I can’t count on my wife for anything. If she’s supposed to pick me up, she’s late and then I’m late. If we’re supposed to go out, she gets distracted and we don’t get out of the house until an hour later. If she promises we’ll do something on Saturday and she then gets a last-minute call from a sick friend, it’s always the sick friend who gets her time. I can’t stop being mad at her, which makes her act like she’s doing me a favor by tolerating me. My goal is to get her to stop making me crazy, and late.

Married people are supposed to be a team, but you never lose responsibility for yourself. When the game is on and you’ve got your team-brain in gear, it’s reasonable to blame the guy who fails to keep an eye on the ball. Once the final whistle blows, however, ask yourself why you’re playing with someone who can’t do her job.

Maybe you’ve got a good reason, e.g., she’s a good friend and a good partner in other ways. What’s no good is to play the same game in the same way and always feel like her victim.

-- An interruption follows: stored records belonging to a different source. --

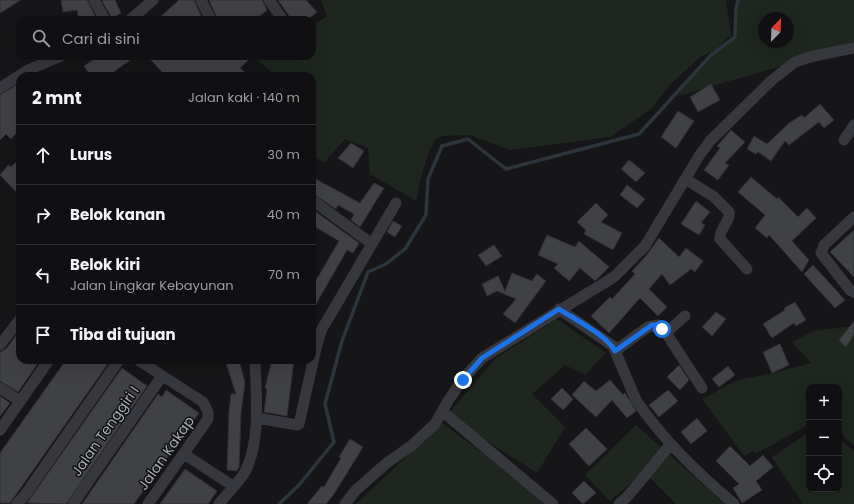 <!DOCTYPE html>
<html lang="id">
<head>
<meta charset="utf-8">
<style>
	body { margin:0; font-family:Poppins,sans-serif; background:#19191b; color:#f1f3f6 }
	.controls { position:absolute; right:12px; bottom:12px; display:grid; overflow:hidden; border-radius:8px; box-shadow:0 4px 16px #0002 }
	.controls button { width:36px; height:36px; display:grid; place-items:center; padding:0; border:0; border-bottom:1px solid #303032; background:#101012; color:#f1f3f6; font:20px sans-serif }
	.compass { position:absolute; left:758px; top:12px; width:36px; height:36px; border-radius:50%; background:#101012; box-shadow:0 4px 16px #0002; rotate:23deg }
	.stop { position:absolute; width:12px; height:12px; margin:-9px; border:3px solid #1a73e8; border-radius:50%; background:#fff }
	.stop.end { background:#1a73e8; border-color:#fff; box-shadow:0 1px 4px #0008 }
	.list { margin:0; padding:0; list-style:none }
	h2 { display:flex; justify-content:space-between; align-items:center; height:52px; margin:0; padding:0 16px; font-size:17px }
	h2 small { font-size:13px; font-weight:400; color:#9c9d9f }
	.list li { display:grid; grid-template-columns:26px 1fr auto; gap:12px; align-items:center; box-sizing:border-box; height:60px; padding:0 16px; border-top:1px solid #303032 }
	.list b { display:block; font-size:15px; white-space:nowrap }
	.list p { margin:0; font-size:13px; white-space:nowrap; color:#9c9d9f }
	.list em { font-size:13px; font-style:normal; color:#9c9d9f }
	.icon { flex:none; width:22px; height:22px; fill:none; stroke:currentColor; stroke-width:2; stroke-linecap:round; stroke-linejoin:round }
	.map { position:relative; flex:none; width:854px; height:504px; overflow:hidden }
	.search { position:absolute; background:#101012; box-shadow:0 4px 16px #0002; left:16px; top:16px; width:300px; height:44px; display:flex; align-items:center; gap:10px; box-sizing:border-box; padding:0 14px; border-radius:12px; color:#9c9d9f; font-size:15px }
	.panel { position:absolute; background:#101012; box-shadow:0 4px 16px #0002; left:16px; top:72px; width:300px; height:292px; border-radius:12px }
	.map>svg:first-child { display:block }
	.green { fill:#1e261f; fill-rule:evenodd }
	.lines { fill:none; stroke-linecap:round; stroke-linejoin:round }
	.stream { stroke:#2c353c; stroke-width:3.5 }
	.building { fill:#404145; stroke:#303034 }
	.street { stroke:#37383d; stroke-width:11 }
	.route { stroke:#1a73e8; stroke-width:5 }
	.labels { text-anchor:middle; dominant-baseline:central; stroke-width:3; stroke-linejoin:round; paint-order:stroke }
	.street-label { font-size:14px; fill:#a8adb8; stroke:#111113 }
</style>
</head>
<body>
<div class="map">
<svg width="854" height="504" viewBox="0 0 854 504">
	<rect width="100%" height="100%" fill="#161618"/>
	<!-- green -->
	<path class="green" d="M321 0H726L731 35 715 50 700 57 671 84 651 109 610 137 511 150 469 135 442 136 436 139 429 151 420 181 416 201 370 174 368 148 345 139 324 163 312 155V111L314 105 312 103V76H277L258 61 265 56H312V26L327 16Z
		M738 0H854V48L795 62 675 97 711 55 734 38 736 8ZM764 18H788V42H764Z
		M557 319 606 353 585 375 565 365 532 394 565 427 537 473 488 442 448 414 495 359Z
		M854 326V446L839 432V387H809V424L756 454 753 451 744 456 702 399 738 380 769 374 811 363 792 342 814 331Z
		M442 423 547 500 551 504H356Z
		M636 425 725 504H676L644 472 610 501 585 475Z
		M809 432V489H839V439L854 451V504H803L772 457Z"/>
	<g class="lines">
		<!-- stream -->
		<path class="stream" d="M279 504 299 485 334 442 325 404 342 341 368 272 386 264 405 249 426 215 428 179 442 146 468 139 506 169 639 134 711 55 735 37 736 8 738 0"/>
	</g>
	<!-- building -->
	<path class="building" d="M0 0H21L0 13Z
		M61 0H87L97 20H79L77 10 63 12Z
		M104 0H115L121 13 112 18 102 1Z
		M179 0H194L203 20H157Z
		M209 0H262L267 10 255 20H218Z
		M278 0H306L317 12 307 20H292Z
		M99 56H136L108 76H91L84 66Z
		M147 56H252L240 68 249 76H166Z
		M20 83V129L11 139 6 134 0 140V95Z
		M711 84 720 100 698 112 690 97Z
		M820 104 834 120 824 128 819 122 789 145 785 141 771 161 758 152 756 154 747 149 754 136 767 144 789 123 802 115 804 118Z
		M678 111 694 121 676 148 661 137Z
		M731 130 745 142 725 163 729 165 718 180 704 170 720 148 717 146Z
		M351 143 364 151 353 168 338 158Z
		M20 158V196L0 175 8 165 11 167Z
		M629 160 645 173 636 182 621 169Z
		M312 177 360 203 374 183 384 188 360 227 351 220 354 214 338 205 336 209 312 193Z
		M751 177 777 199 778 197 798 217 807 208 816 218 792 241 809 260 802 272 769 235 767 238 755 228 765 215 738 192Z
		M627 185 645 199 637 208 620 195Z
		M696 201 710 212 701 223 705 225 699 235 681 224Z
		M596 203 608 215 601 222 622 233 613 250 584 234 586 230 577 222Z
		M312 209 359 243 353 253 347 250 312 311V287L339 241 312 225Z
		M393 221 402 226 395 237 387 232Z
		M854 230V277L830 252Z
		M547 235 575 247 579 241 609 267 595 281 580 268 569 281 554 268 558 264 538 255Z
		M659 238 679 257 686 248 703 261 695 272 691 269 670 285 662 274 649 289 667 307 658 316 640 298 609 333 591 316 610 297 612 299 635 274 632 271 646 256Z
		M494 245 502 256 486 266 478 255Z
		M813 265 845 300 835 308 804 274Z
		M512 273 532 281 537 274 546 281 515 323 503 314 516 299 497 291 487 296 482 284 498 276 505 291Z
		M795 302 806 320 796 326 794 323 772 338 763 324 785 310 784 308Z
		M716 312 726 319 712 336 702 327Z
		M854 321V334L846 347 839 340Z
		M20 330V360H40L18 392 0 381V352L6 349Z
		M780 344 789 365 772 373 763 352Z
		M66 360H101L107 365 10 503H0V453Z
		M225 360H239L245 382 241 413 239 467 237 471 227 470 229 411 231 394H236Z
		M272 360H294L287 416 264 412 267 389 265 388Z
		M679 365 689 380 680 390 667 377Z
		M728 366 735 375 719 387 712 379Z
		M122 368 147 386 66 504 27 503Z
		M610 380 623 395 625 393 636 411 627 418 612 400 596 417 572 395 584 381 596 391Z
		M562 388 573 399 563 410 551 399Z
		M166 390 199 413 134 504H82L158 394 162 397Z
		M668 390 678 401 659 417 649 405Z
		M0 396 10 403 0 416Z
		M697 418 707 431 691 444 681 432Z
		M586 428 607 449 589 466 569 444Z
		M350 439 363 447 334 494 326 504H307L322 486 324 487 341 458 339 457Z
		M730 446 750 466 763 455 773 467 756 481 762 490 742 503 733 488 739 484 716 461Z
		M185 469 217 491 208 504H160Z
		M584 481 596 493 583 504 572 493Z"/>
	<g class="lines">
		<!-- street -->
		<path class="street" d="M94 0 105 20
			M201 0 211 20
			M269 0 283 20
			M130 20 153 0
			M0 88 28 70 61 56
			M844 140 854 125
			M685 179 713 196 729 212C731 221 719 228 720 239L747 269
			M312 200 372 244
			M854 217 824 245 821 253 850 290 854 292
			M559 309 613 346 636 400C663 440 697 472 734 504
			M666 333 685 316
			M0 345 20 319
			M615 351 648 327 658 325 666 333 702 388
			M138 360 203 402 208 412V419L148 504
			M0 388 20 401
			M443 412 553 504
			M257 418 297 425 299 424 317 344 322 329 396 203
			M0 430 49 360
			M184 454 233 486
			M17 504 25 495 119 360
			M73 504 162 376
			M219 504C227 494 241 480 246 470 261 438 256 394 255 360
			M345 504 356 490 388 462 411 446 435 424 448 401 463 379 482 358 614 277 645 246 699 156 710 141 772 80 795 62 814 56 854 48
			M619 504 628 496 670 445"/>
	</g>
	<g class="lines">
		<!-- route -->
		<path class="route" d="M463 380 482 358 559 309C574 319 608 336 615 351L652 325H658L662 329"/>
	</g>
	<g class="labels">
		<!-- street labels -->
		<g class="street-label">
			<text transform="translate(105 431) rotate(-55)">Jalan Tenggiri I</text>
			<text transform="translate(166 453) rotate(-55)">Jalan Kakap</text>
		</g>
	</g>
</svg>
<div class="controls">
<button>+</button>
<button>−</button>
<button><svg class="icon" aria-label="locate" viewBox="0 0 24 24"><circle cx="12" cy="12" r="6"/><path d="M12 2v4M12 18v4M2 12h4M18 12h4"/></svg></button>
</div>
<svg class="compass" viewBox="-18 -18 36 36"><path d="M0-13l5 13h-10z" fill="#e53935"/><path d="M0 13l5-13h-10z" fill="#9c9d9f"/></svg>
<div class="stop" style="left:662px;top:329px"></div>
<div class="stop end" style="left:463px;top:380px"></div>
<div class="search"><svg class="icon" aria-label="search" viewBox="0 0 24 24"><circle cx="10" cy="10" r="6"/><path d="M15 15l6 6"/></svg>Cari di sini</div>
<section class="panel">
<h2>2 mnt<small>Jalan kaki · 140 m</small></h2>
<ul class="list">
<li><svg class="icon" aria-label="ahead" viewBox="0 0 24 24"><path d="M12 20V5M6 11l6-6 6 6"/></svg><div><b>Lurus</b></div><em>30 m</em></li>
<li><svg class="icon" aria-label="right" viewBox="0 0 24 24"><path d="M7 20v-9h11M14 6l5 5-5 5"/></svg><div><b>Belok kanan</b></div><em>40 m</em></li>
<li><svg class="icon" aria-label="left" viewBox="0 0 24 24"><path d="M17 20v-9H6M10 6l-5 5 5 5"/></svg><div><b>Belok kiri</b><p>Jalan Lingkar Kebayunan</p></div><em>70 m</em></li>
<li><svg class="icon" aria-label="arrive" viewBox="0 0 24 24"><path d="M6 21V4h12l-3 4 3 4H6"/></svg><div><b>Tiba di tujuan</b></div></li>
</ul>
</section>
</div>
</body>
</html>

So forget your imagined rules of marriage. Yes, if this was a fair world, she’d keep her promises about time, just like the girl in the case above would return love for love, but it’s not, and you’re whining. You need to instead acknowledge that your wife’s time-brain is damaged and take full responsibility for your own promises.

Dissolve the time team and keep your own clock. Play other games with her if you will and stay friends if you can, but don’t ever put your time-promises in her hands. When it comes to making and keeping appointments and traveling to and fro, pretend you’re single. If she’s ready on time, go together. If not, don’t huff, blame or complain, just go.

Yes, your game-brain may tell you that you should never abandon a teammate or trust a one who abandons you. Your husband-brain should tell you to shut up, keep your appointments, and not blame your wife for an ability she just doesn’t have. There’s more to your marriage than her lateness, and in those other areas, you both win.

STATEMENT:
“I can’t help feeling personally betrayed by my wife’s broken time-promises, but I understand that it’s not our love that’s broken, but just her way of prioritizing and managing time. I will, once again, manage and prioritize time in my own way, as I always have. I will not let anger and disappointment prevent me from sharing with her whatever we share well.”